The paramount human right is the right to life itself of all innocent human beings from conception to natural death. On the basis of the biological data alone, we know that from the moment the human embryo comes into existence, we are dealing with a new human being who has the capacity to grow and develop like all other human beings. Since the embryo is a new human being, justice demands that it be recognized as the subject of inalienable human rights.
In an earlier article in this column titled Abortion and the Eclipse of Reason (July 19, 2010), I pointed out how St. Thomas Aquinas stated that an unjust law such as one permitting the killing of innocent human beings is not law in the true meaning of the term, but rather is a "perversion of law" (Summa Theologica, Q. 95, A. 2). St. Thomas argued that such laws cannot bind the consciences of citizens, since they are intrinsically evil and cannot be ordered to the promotion of the common good. By introducing such laws, legislators exceed their authority and hence citizens are justified in opposing them.
In commenting on the U.S. Supreme Court decision in Planned Parenthood v. Casey, which confirmed Roe v. Wade, the late William Bentley Ball, regarded by some as one of the greatest constitutional lawyers in U.S history, said: "[W]hen five justices of the Supreme Court — Blackmun, Kennedy, O'Connor, Stevens, and Souter — tell you that there is a fundamental right to kill a human being, you know that we can no longer say that we Americans live under the rule of law." [2]
Politicians who support measures directed at the destruction of innocent human life are objectively guilty of crimes against humanity. It is bizarre that many of them present themselves as champions of human rights even though they do not see the defence of embryonic and unborn human life as a supreme human rights question.
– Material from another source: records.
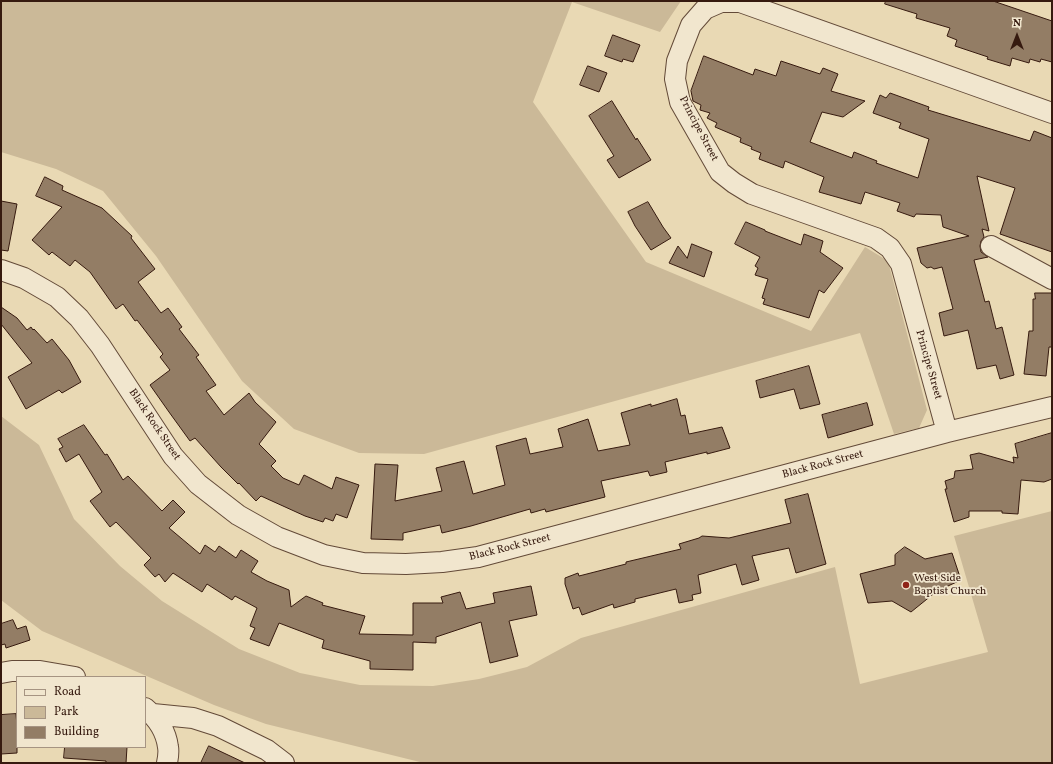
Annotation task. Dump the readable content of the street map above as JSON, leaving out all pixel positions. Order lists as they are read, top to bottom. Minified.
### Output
{"streets":{"street":["Principe Street","Black Rock Street"]},"crossings":[["Principe Street","Black Rock Street"]],"places":["West Side Baptist Church"],"legend":["Road","Park","Building"],"north":"top"}
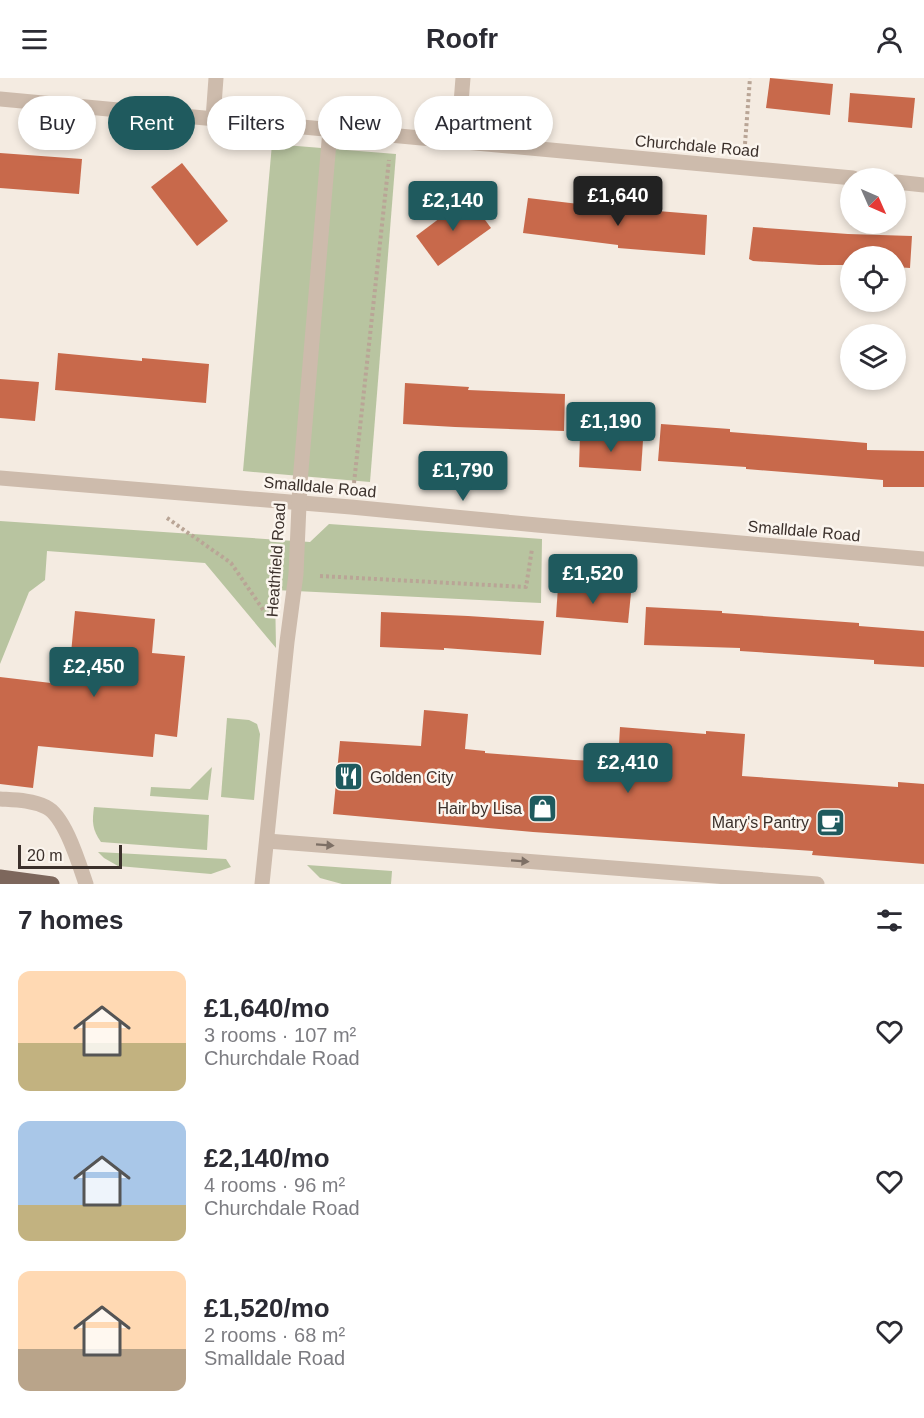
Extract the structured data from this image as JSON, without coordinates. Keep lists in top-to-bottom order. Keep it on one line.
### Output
{"streets":{"street":["Churchdale Road","Smalldale Road","Heathfield Road"]},"crossings":[["Smalldale Road","Heathfield Road"]],"places":{"restaurant":["Golden City"],"shop":["Hair by Lisa"],"cafe":["Mary's Pantry"]},"scale_bar":"20 m","north":"bottom right","page":{"header":"Roofr","chip":["Buy","Rent","Filters","New","Apartment"],"price":["£1,640","£2,140","£1,190","£1,790","£1,520","£2,450","£2,410"],"scale":"20 m","heading":"7 homes","list":[{"name":"£1,640/mo","note":"3 rooms · 107 m² · Churchdale Road"},{"name":"£2,140/mo","note":"4 rooms · 96 m² · Churchdale Road"},{"name":"£1,520/mo","note":"2 rooms · 68 m² · Smalldale Road"}]}}
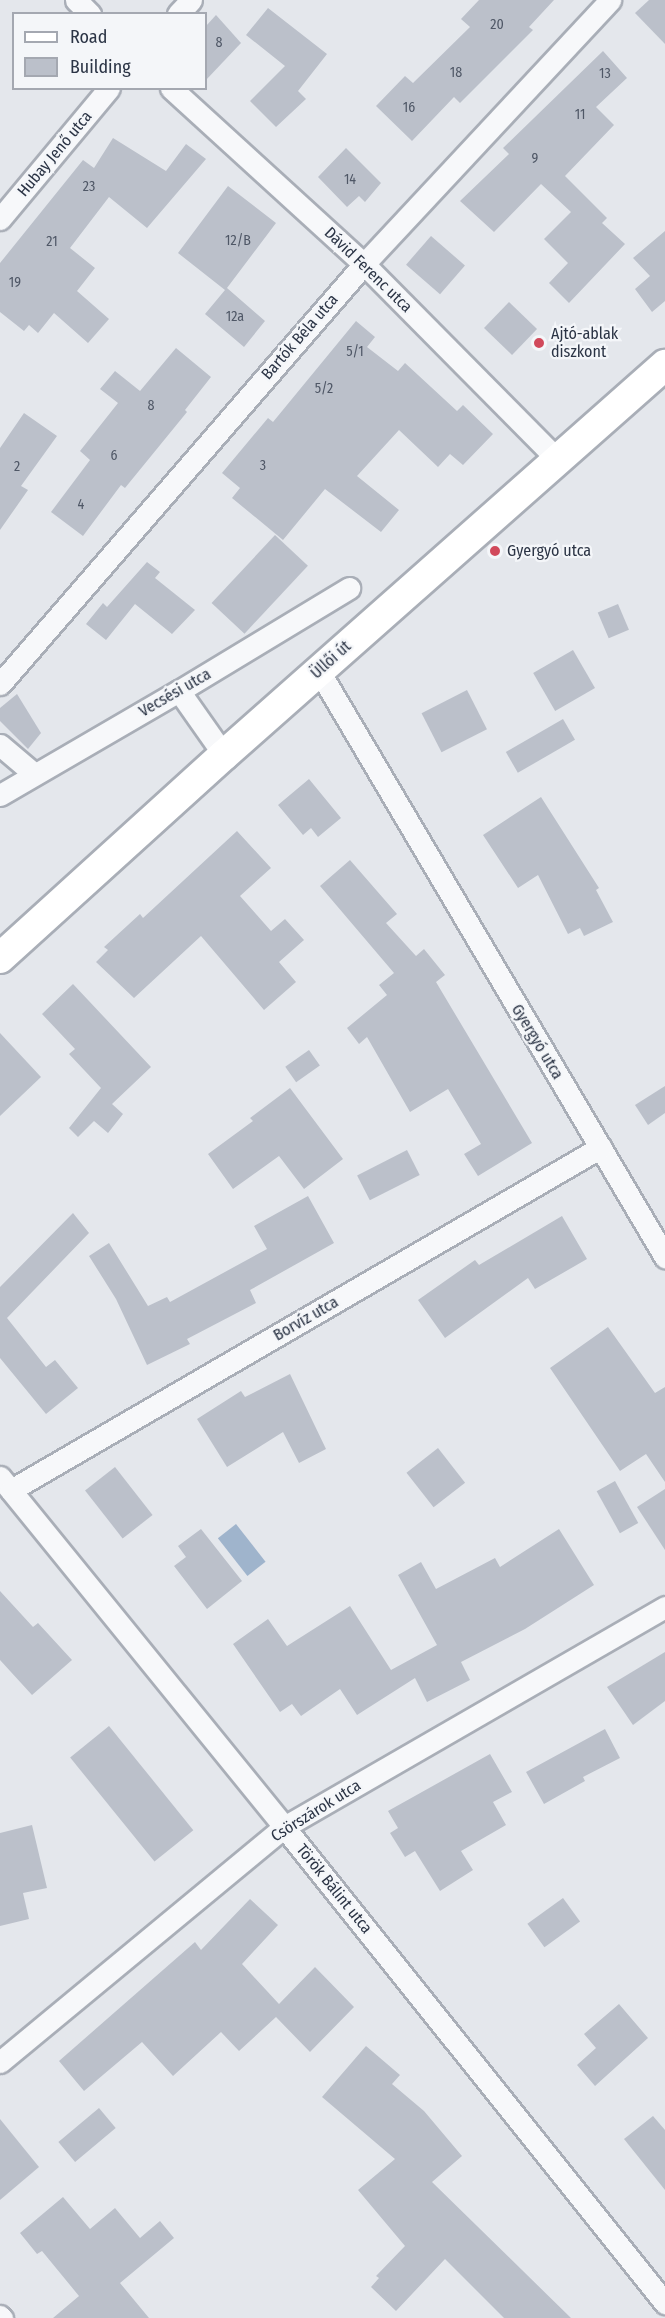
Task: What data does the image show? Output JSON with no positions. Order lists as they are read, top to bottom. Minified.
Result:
{"streets":{"main road":["Üllői út"],"street":["Hubay Jenő utca","Dávid Ferenc utca","Bartók Béla utca","Vecsési utca","Gyergyó utca","Borvíz utca","Csörszárok utca","Török Bálint utca"]},"crossings":[["Dávid Ferenc utca","Bartók Béla utca"],["Dávid Ferenc utca","Üllői út"],["Üllői út","Gyergyó utca"],["Gyergyó utca","Borvíz utca"],["Borvíz utca","Török Bálint utca"],["Csörszárok utca","Török Bálint utca"]],"places":["Ajtó-ablak diszkont","Gyergyó utca"],"house_numbers":["20","8","18","13","16","11","9","14","23","12/B","21","19","12a","5/1","5/2","8","6","3","2","4"],"legend":["Road","Building"]}
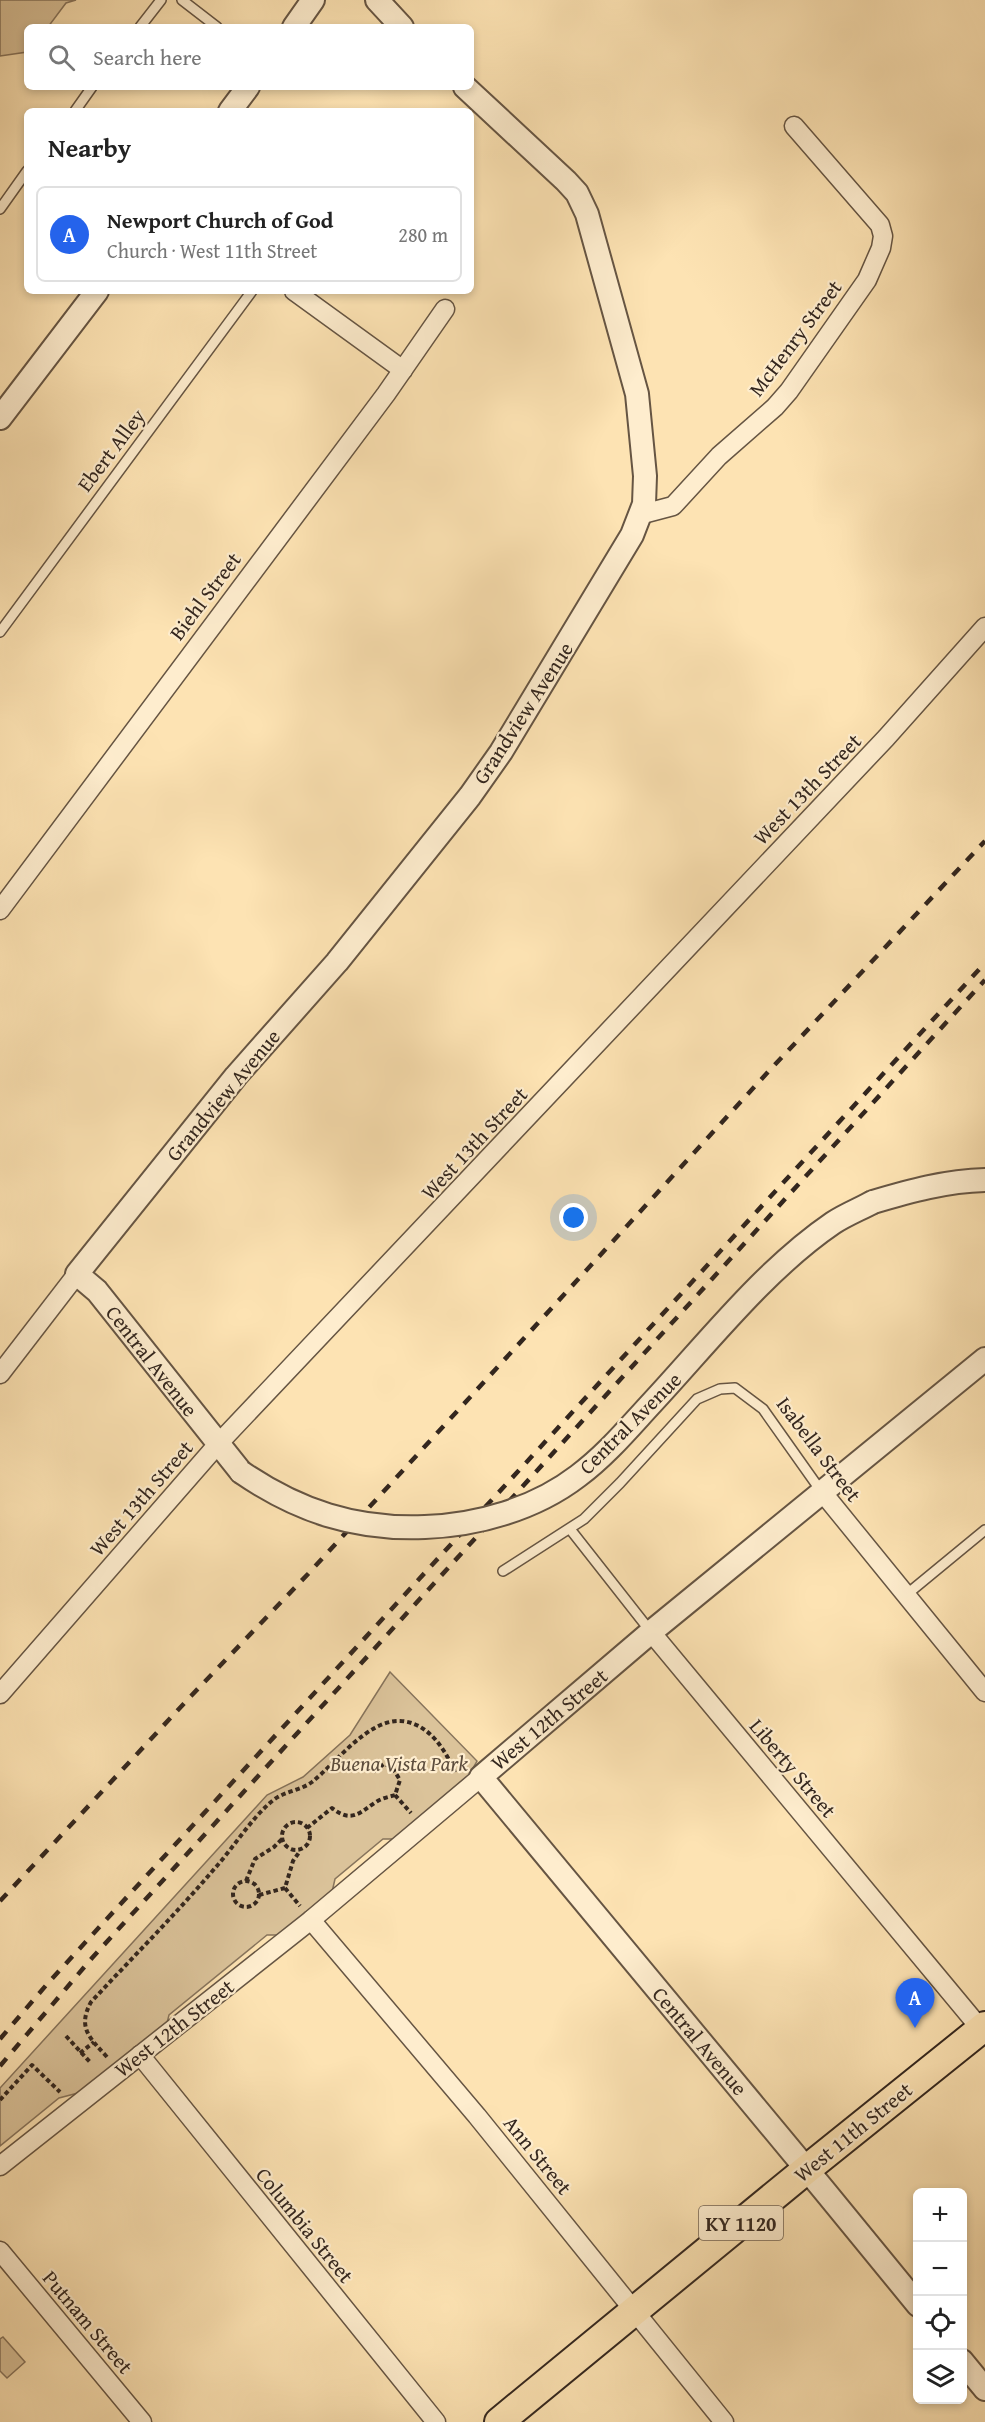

In this regard it seems that for some it is easier to condemn human rights abuses in far-away countries (which, of course, must be done) than to confront the transgression of the most basic human rights in their own backyard. It is however at this local level of engagement that courage and commitment to justice must first be demonstrated.
NOTES:
[1] These court decisions are cited by Professor William Brennan in Dehumanizing the Vulnerable: When Word Games Take Lives (Loyola University Press, Chicago, 1995), pp. 6-7.
[2] Mere Creatures of the State: A View from the Courtroom (New York: Crisis Books, 1994), as quoted by Karen Iacovelli in a review article, "A Lawyer's Legacy" in Crisis (June, 1996) at 49.